Who is Mike Johnson, the new Republican US House Speaker?

WASHINGTON (Reuters) – U.S. Representative Mike Johnson has been elected by his fellow Republicans to serve as speaker of the House of Representatives, after three weeks of turmoil and three failed candidates.

Here are five facts about the fourth-term conservative lawmaker who is now the top Republican in Congress:


Johnson, 51, was born in Shreveport, Louisiana’s third largest city, the oldest of four siblings and the son of a firefighter who was badly burned and disabled in the line of duty.

Prior to Congress, Johnson was a lawyer who mainly worked on religious freedom issues, successfully defending Louisiana’s same sex marriage ban in 2004.

“I am a Christian, a husband, a father, a life-long conservative, constitutional law attorney and a small business owner in that order,” he told the Louisiana Baptist Message newspaper in 2016.

He was elected to the Louisiana statehouse in 2015 and ran for Congress successfully in 2016. He now represents Louisiana’s fourth congressional districts, which occupies the northwestern corner of the state and includes his hometown of Shreveport.


Johnson is a conservative who is perhaps best known for his defense of former President Donald Trump’s attempts to overturn the results of the 2020 election.

As a former constitutional lawyer, he signed an amicus brief in a case that attempted to throw out Pennsylvania’s election results, and called for Trump to “keep fighting.”

He opposes same sex marriage and introduced a bill in 2022 that would have banned schools from promoting or discussing gender identity.

He opposes abortion rights, calling the decision to overturn federal protections for abortions a “great, joyous occasion.”


Johnson is opposed to sending Ukraine aid to defend itself against Russia, receiving an F from Republicans for Ukraine, an advocacy group that compiles a report card for lawmakers on their support.


Johnson served as chair of the conservative Republican Study Committee and was elected vice-chair of the conference, but otherwise has no leadership experience – a potential hindrance as he enters into negotiations with the Democratic-controlled Senate and the White House.

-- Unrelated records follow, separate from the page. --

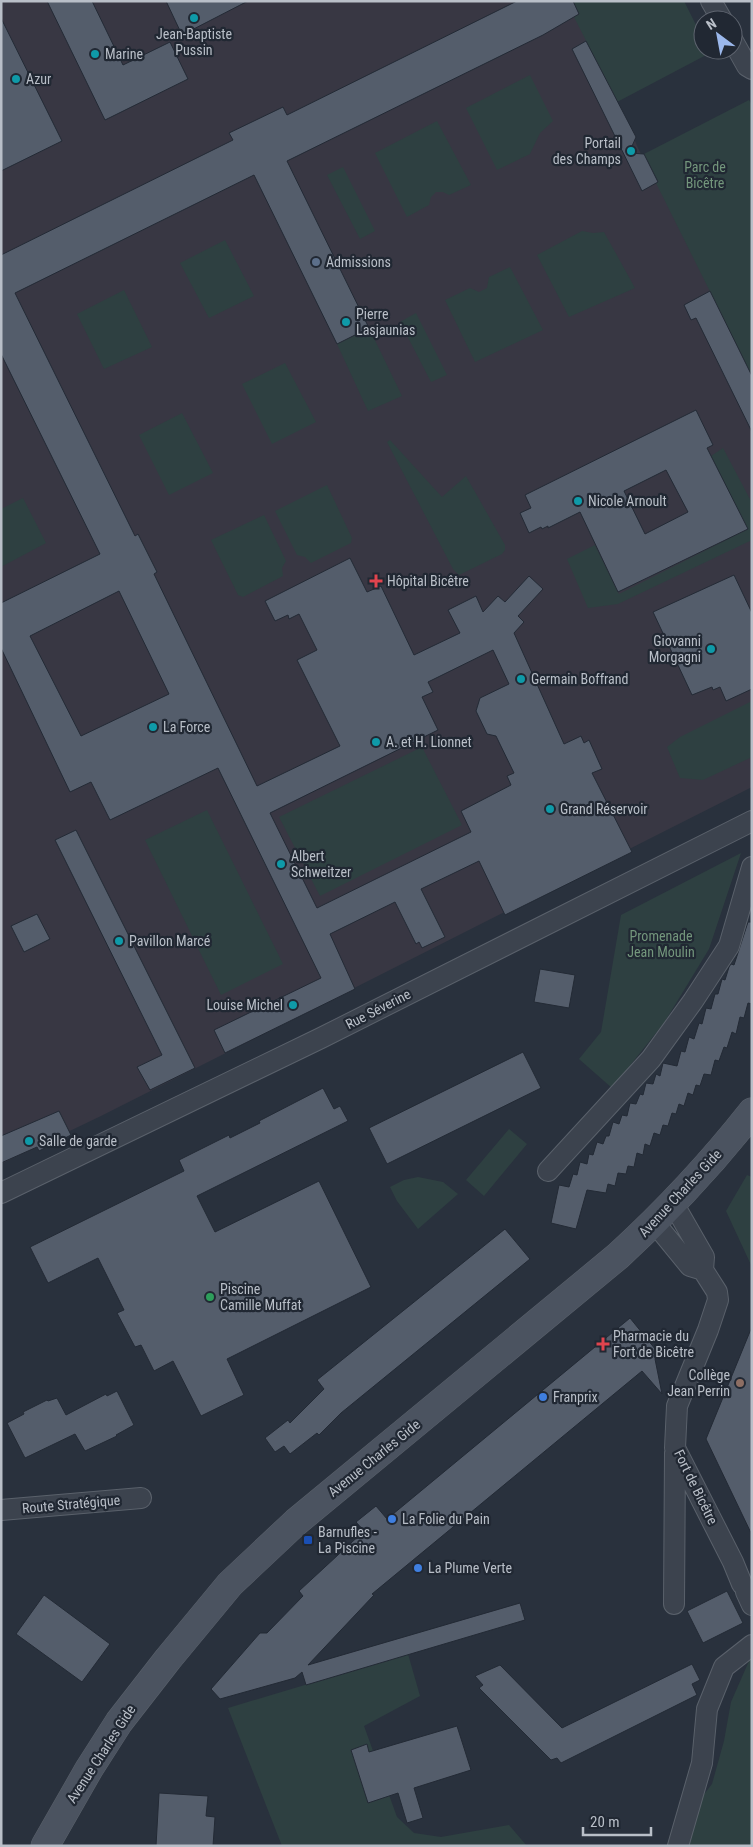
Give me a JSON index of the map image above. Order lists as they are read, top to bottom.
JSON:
{
  "streets": {
    "main road": ["Avenue Charles Gide"],
    "street": ["Rue Séverine", "Fort de Bicêtre", "Route Stratégique"]
  },
  "parks": ["Parc de Bicêtre", "Promenade Jean Moulin"],
  "places": {
    "other": [
      "Jean-Baptiste Pussin",
      "Marine",
      "Azur",
      "Portail des Champs",
      "Admissions",
      "Pierre Lasjaunias",
      "Nicole Arnoult",
      "Giovanni Morgagni",
      "Germain Boffrand",
      "La Force",
      "A. et H. Lionnet",
      "Grand Réservoir",
      "Albert Schweitzer",
      "Pavillon Marcé",
      "Louise Michel",
      "Salle de garde",
      "Piscine Camille Muffat",
      "Collège Jean Perrin",
      "Franprix",
      "La Folie du Pain",
      "La Plume Verte"
    ],
    "health": ["Hôpital Bicêtre", "Pharmacie du Fort de Bicêtre"],
    "transit": ["Barnufles - La Piscine"]
  },
  "scale_bar": "20 m",
  "north": "top left"
}
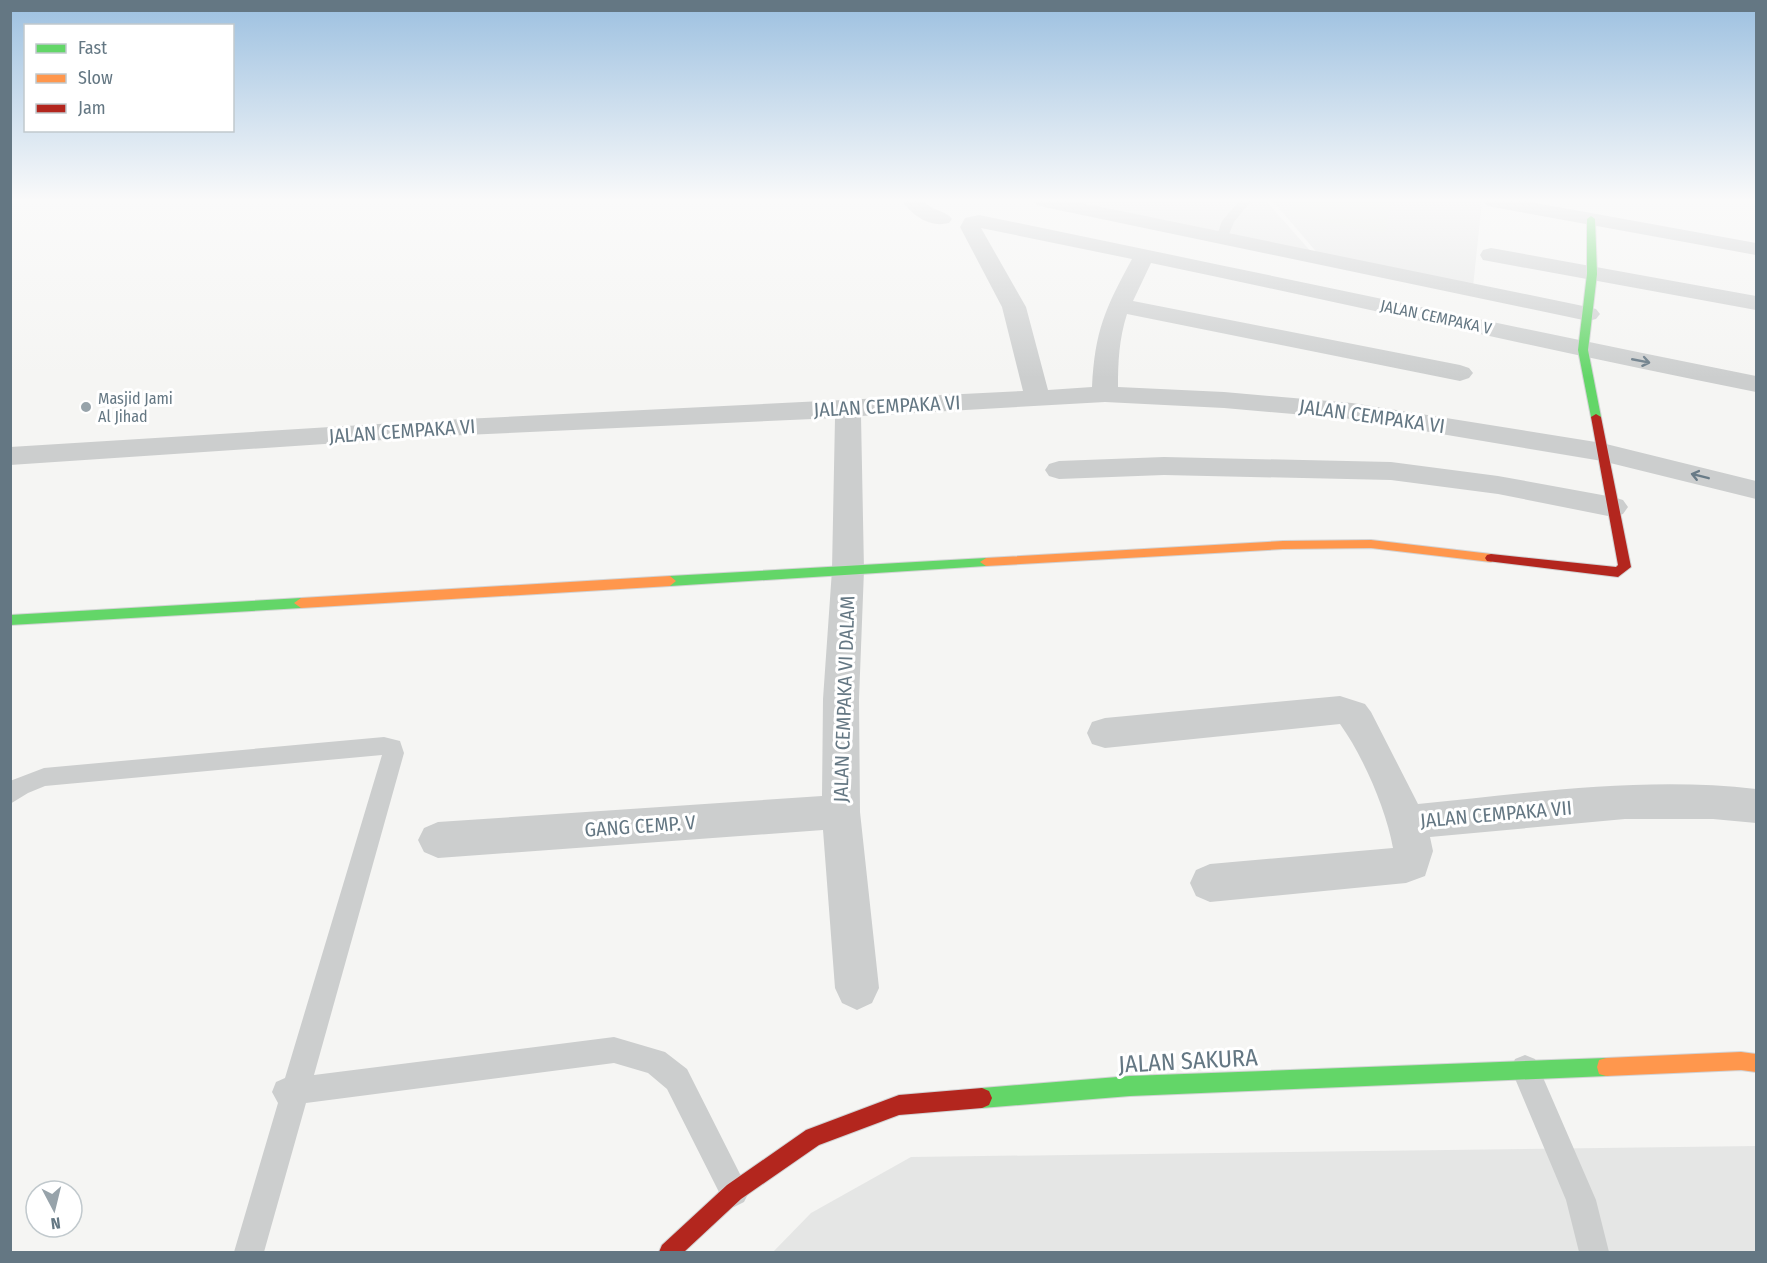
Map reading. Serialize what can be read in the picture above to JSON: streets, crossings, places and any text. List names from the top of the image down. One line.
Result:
{"streets":{"street":["JALAN CEMPAKA V","JALAN CEMPAKA VI","JALAN CEMPAKA VI DALAM","JALAN CEMPAKA VII","GANG CEMP. V","JALAN SAKURA"]},"crossings":[["JALAN CEMPAKA V","JALAN CEMPAKA VI"],["JALAN CEMPAKA VI","JALAN CEMPAKA VI DALAM"],["JALAN CEMPAKA VI DALAM","GANG CEMP. V"]],"places":["Masjid Jami Al Jihad"],"legend":["Fast","Slow","Jam"],"north":"bottom"}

He also has shown limited fundraising ability so far, typically a key part of the speaker’s role.


Johnson is an avowed supporter of Trump, as evidenced by his support for Trump’s attempts to overturn the 2020 election. Trump supported Johnson’s election as nominee.

(This story has been corrected to fix Mike Johnson’s number of terms in office to four, in paragraph 2)

(Reporting by Moira Warburton in Washington; Editing by Alistair Bell)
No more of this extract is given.